Thanks to Uganda's pioneering record in palliative care on the continent, APCA's head office was established in 2005 in the country's capital, Kampala, where several centres of palliative care expertise exist. We've since opened a regional office in Namibia, to enable us to better reach the Southern African region – but we work across the entire continent to promote palliative care for all in need.
Our aims Information, Integration, Evidence
There are three key elements to APCA's work to bring palliative care to all who need it in Africa:
- Information: Increasing knowledge and awareness of palliative care among all stakeholders
- Integration: Strengthening health systems by integrating palliative care at all levels
- Evidence: Building a sound evidence base for palliative care in Africa
Our approach
APCA recognises the importance of integrating palliative care into national health systems across Africa. We see this as the cornerstone of ensuring access to palliative care for everyone on the continent.

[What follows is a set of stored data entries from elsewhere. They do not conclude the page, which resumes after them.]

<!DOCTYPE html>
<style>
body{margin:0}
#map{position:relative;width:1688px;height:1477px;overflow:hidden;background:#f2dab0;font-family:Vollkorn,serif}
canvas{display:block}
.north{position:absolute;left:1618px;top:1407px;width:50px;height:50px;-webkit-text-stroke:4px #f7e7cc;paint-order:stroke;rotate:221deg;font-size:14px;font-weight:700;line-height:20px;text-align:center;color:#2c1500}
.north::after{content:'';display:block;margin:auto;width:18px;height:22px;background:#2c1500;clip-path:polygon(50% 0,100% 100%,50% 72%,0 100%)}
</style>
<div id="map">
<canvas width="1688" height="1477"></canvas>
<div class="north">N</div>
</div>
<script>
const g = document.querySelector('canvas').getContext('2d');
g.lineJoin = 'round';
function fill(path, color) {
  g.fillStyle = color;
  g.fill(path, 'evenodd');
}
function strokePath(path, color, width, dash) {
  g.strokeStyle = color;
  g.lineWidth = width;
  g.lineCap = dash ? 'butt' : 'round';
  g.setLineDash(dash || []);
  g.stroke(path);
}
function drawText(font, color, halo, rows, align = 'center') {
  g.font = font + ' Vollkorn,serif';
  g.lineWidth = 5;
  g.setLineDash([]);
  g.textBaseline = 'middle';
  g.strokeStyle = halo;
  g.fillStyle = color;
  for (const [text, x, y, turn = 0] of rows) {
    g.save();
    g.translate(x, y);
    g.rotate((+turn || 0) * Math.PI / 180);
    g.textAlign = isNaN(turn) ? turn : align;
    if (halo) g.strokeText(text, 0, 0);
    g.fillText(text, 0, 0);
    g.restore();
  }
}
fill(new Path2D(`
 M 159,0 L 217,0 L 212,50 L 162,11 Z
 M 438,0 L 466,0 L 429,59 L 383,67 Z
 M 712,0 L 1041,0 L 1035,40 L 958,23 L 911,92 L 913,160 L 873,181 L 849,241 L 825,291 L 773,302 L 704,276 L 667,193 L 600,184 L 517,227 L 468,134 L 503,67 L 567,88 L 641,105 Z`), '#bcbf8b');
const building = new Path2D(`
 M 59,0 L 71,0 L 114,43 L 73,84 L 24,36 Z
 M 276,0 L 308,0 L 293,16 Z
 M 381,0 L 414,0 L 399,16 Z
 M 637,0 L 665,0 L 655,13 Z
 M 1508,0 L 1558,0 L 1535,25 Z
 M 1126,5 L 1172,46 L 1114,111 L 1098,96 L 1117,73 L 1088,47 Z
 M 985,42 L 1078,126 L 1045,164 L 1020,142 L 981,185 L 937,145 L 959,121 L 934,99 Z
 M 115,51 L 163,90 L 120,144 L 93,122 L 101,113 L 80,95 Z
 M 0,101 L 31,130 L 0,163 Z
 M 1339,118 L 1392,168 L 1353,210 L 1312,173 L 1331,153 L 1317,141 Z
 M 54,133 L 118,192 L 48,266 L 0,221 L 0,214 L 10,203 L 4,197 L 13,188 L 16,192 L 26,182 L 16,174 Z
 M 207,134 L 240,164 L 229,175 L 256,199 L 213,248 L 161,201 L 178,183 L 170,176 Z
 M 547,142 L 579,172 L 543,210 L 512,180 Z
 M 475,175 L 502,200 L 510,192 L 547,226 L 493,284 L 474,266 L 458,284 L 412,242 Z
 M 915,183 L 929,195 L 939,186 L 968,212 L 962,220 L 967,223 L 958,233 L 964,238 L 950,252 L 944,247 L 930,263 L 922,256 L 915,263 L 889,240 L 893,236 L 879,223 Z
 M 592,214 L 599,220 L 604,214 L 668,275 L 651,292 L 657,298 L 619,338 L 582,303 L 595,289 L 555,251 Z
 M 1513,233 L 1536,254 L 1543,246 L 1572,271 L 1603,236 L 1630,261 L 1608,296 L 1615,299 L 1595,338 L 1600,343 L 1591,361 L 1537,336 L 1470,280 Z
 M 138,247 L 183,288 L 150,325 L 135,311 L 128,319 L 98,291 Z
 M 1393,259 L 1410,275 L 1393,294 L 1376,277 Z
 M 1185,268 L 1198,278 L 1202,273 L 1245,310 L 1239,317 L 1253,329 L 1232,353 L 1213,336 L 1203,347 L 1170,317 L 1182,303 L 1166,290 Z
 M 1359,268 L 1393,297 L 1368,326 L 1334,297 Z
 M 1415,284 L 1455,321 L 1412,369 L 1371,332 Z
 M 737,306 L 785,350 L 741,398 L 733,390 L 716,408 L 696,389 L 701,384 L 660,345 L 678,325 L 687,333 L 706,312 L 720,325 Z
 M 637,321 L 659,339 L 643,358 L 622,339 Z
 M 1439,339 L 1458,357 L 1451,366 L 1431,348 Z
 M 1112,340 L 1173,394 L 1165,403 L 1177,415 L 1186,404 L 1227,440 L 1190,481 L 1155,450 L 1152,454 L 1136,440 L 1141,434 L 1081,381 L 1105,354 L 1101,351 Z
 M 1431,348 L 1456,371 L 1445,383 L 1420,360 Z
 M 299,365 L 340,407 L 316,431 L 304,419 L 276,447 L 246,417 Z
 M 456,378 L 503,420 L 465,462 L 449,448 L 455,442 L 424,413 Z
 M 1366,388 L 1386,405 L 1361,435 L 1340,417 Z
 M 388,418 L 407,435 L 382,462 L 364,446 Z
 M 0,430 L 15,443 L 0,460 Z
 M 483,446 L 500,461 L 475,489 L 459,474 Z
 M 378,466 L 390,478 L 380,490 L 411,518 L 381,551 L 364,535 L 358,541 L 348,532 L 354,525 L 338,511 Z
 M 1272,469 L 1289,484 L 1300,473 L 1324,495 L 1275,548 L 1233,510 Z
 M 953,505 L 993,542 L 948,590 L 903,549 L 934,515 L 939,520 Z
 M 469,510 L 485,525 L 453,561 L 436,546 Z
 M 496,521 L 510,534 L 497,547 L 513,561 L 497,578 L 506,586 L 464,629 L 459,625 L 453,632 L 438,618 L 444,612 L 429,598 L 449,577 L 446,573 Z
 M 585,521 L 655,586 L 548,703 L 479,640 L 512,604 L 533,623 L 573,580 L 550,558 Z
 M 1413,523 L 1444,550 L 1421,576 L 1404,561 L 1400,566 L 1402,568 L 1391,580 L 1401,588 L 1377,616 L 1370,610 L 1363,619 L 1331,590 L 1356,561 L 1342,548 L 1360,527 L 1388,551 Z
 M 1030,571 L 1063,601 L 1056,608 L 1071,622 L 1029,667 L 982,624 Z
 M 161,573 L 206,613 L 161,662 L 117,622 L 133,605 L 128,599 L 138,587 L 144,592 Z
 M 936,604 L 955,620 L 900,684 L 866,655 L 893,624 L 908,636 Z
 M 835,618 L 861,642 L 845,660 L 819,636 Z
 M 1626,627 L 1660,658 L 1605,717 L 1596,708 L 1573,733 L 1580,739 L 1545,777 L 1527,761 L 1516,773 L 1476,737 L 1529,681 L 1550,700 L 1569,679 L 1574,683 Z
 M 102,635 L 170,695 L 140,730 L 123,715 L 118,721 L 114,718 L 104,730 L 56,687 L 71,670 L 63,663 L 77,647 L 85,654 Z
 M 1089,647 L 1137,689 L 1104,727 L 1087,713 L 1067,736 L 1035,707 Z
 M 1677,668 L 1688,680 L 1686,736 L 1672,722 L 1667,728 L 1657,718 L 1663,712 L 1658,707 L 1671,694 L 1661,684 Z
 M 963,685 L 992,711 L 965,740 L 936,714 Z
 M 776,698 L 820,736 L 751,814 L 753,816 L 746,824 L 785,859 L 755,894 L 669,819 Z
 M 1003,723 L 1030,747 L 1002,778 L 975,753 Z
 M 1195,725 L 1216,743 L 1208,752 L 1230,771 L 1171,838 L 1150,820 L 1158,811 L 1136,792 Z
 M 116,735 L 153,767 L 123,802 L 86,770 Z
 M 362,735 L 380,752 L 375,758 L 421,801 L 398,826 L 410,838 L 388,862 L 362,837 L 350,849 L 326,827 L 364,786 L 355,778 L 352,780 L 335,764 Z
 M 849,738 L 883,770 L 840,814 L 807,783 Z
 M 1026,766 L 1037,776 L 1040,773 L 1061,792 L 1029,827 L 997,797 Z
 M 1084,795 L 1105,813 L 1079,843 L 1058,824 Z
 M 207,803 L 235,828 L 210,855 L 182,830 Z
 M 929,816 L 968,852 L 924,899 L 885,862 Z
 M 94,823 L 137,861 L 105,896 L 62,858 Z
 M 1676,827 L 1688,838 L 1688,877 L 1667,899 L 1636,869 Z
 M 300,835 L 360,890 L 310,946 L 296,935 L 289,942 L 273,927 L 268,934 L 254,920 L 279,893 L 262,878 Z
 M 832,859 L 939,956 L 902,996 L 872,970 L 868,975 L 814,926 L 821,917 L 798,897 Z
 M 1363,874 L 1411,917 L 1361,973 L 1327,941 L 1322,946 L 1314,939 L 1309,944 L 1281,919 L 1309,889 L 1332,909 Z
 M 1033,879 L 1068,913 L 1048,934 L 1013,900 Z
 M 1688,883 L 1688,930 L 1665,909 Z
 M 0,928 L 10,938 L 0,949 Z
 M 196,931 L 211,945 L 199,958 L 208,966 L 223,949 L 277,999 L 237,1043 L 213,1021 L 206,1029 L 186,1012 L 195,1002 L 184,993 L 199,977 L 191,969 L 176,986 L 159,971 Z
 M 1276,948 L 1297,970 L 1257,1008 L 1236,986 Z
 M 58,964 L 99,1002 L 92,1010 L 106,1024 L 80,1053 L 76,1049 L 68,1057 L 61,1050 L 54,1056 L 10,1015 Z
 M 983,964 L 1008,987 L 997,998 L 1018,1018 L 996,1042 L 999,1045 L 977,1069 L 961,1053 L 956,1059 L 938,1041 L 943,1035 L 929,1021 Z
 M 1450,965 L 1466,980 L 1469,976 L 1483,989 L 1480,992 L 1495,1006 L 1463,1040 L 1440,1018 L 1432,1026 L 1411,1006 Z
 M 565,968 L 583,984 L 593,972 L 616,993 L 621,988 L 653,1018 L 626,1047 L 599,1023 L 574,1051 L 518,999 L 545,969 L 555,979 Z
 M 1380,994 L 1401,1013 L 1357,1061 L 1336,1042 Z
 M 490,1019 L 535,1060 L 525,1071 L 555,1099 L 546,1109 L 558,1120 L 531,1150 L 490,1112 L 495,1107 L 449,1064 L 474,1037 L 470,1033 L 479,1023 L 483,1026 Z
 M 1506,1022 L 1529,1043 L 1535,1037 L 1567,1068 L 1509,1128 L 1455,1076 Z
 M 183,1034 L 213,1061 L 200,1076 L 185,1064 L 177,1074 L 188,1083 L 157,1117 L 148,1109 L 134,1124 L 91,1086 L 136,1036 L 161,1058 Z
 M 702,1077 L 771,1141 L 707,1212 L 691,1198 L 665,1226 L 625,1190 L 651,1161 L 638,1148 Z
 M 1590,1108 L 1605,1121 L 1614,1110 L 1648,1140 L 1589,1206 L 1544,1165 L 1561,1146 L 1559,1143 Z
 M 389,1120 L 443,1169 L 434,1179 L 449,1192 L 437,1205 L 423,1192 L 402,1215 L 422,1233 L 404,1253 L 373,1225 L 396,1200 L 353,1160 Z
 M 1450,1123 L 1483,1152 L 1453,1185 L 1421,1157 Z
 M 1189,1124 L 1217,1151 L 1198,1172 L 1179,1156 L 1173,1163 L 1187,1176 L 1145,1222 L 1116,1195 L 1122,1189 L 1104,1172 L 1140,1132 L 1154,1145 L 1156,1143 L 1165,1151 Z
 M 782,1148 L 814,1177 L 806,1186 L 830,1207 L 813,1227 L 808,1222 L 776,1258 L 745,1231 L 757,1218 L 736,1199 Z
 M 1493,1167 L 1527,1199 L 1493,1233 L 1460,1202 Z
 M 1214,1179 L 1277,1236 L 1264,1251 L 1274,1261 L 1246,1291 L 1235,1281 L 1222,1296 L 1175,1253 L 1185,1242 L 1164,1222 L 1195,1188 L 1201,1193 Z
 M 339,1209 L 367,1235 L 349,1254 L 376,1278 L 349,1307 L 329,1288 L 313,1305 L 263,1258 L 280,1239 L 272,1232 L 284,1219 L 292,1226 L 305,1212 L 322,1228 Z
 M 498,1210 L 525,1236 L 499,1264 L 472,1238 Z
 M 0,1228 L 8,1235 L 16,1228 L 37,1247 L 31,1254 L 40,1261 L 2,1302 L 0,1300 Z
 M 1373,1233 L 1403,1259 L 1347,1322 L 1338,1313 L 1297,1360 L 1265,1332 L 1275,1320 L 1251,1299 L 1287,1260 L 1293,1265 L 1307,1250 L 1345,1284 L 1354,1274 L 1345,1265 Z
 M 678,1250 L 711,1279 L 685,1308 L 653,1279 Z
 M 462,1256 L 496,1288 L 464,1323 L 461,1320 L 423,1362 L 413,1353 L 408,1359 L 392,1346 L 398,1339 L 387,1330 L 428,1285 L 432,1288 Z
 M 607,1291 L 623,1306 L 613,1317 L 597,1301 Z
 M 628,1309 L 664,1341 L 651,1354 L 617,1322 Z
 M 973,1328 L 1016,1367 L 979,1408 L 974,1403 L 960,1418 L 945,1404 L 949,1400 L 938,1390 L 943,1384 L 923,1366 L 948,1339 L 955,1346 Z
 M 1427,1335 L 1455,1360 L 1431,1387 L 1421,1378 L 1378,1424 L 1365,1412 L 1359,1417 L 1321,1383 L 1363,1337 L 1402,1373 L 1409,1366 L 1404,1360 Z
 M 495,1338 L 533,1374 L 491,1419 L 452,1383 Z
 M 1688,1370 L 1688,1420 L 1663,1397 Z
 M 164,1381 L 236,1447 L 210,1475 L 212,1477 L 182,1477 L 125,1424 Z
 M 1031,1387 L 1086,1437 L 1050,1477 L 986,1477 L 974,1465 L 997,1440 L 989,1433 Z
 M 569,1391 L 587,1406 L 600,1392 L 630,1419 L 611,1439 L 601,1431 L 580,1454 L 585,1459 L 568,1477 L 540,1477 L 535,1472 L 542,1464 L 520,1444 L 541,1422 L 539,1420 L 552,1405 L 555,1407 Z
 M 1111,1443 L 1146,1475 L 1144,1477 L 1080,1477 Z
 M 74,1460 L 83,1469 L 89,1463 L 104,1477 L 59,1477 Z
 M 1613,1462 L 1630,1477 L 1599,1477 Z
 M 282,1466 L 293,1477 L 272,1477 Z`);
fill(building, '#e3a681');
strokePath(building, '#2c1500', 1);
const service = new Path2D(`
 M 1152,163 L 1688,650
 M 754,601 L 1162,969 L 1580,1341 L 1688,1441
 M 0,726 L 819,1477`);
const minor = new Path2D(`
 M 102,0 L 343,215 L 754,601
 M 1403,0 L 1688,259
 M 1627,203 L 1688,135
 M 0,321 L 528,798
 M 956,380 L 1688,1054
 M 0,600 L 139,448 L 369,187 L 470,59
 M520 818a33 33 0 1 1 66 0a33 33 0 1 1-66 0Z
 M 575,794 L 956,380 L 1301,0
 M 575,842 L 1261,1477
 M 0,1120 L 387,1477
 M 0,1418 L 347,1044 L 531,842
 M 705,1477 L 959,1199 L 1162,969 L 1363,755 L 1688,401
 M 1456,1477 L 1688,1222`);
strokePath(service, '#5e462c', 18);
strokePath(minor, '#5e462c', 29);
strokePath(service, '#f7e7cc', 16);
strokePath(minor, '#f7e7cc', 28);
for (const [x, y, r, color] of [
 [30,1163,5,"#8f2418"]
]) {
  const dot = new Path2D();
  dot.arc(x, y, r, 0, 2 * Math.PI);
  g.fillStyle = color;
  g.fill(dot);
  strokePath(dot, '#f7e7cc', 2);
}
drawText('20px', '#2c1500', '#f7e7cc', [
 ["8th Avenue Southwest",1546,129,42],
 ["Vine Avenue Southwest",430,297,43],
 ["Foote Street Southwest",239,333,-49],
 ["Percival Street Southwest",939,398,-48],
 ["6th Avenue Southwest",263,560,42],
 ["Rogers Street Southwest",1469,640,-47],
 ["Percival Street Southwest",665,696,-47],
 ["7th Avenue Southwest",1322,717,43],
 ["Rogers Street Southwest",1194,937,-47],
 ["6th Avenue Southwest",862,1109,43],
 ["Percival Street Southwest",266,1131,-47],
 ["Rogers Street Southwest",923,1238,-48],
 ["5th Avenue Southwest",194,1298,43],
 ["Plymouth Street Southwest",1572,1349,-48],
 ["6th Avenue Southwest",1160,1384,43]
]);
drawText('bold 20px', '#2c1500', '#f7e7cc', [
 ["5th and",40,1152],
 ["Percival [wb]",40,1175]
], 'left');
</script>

It's not our role to provide direct clinical care to people living with progressive, life-threatening illnesses, but instead to play a facilitative role to expand palliative care service provision. We do this by informing people about palliative care, supporting its integration in national health policies and providing a sound evidence base for its provision.
We provide a hub for palliative care in Africa, working collaboratively to build effective links between many stakeholders. These include:
- patients, their families and communities
- carers (both family and volunteers)
- health care providers
- African governments, policymakers and decision-makers
- APCA members (both individuals and organisations)
- national palliative care associations, organisations and hospices
- civil society groups
- academic institutions and educators
- the media
- donors (both within and beyond Africa)
- the general public.
Acknowledging the emergence of modern palliative care from the UK, we help adapt it to African traditions, beliefs, cultures and settings – all of which vary between and within communities and countries. In collaboration with our members and partners, we provide African solutions to African problems, through an approach based on the World Health Organisation's four-pillar public health model of palliative care provision:
- appropriate government policies (e.g. a national health, essential medicines and education)
- adequate drug availability
- the education of health professionals
- the implementation of palliative care at all levels of health care provision.